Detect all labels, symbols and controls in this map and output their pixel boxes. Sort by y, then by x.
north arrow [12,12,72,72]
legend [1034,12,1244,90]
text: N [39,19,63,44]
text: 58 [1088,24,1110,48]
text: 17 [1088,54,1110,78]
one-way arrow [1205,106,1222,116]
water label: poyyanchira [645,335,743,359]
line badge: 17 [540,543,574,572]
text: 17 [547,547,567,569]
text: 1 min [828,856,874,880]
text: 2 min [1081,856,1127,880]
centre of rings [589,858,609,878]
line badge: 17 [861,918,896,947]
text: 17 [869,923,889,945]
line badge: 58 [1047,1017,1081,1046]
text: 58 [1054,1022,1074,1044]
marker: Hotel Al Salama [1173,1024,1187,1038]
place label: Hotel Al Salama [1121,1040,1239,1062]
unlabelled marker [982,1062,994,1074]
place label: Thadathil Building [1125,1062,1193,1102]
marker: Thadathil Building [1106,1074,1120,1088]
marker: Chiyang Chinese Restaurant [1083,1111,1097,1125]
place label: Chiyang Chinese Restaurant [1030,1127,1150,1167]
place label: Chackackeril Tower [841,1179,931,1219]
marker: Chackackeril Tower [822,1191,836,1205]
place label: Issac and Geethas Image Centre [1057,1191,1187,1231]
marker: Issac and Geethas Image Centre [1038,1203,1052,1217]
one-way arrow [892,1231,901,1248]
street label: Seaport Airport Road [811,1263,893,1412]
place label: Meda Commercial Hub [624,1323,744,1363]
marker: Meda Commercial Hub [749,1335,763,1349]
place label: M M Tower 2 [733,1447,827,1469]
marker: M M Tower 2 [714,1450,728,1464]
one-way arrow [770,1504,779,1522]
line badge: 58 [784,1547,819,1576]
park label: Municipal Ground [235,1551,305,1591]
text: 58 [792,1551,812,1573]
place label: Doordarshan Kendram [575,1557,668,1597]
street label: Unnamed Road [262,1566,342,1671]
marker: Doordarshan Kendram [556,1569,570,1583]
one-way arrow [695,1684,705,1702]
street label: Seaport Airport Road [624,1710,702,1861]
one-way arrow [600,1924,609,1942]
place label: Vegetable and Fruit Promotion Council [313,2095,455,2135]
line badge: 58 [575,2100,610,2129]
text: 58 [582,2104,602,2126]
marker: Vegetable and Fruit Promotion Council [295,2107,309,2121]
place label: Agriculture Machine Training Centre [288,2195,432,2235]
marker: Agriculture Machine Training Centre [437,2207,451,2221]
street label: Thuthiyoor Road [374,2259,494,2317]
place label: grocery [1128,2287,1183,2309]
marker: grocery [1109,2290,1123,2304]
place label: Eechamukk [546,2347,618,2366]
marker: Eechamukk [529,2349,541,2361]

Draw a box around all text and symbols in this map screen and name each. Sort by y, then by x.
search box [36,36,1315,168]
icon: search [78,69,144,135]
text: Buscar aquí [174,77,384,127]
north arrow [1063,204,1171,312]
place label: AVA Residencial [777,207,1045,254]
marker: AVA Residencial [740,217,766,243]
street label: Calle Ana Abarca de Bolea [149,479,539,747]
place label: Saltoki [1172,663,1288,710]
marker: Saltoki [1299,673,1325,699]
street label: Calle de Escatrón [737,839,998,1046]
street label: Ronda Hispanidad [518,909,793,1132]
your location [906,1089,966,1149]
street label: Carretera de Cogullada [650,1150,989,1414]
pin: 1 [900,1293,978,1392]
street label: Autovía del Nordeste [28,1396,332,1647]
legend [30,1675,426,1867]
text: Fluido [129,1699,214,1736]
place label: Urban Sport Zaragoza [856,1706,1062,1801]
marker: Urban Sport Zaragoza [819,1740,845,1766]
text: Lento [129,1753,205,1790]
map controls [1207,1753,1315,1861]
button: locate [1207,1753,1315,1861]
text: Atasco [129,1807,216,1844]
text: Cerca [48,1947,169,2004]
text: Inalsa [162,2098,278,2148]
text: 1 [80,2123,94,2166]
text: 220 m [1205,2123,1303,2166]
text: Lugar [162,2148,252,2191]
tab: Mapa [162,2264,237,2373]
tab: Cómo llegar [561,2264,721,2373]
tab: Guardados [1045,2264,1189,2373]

WHAT THIS TASK INVOLVES: When a line among the entries contains "Sport", pull that line out.

ANSWER TO THE PROBLEM:
place label: Urban Sport Zaragoza [856,1706,1062,1801]
marker: Urban Sport Zaragoza [819,1740,845,1766]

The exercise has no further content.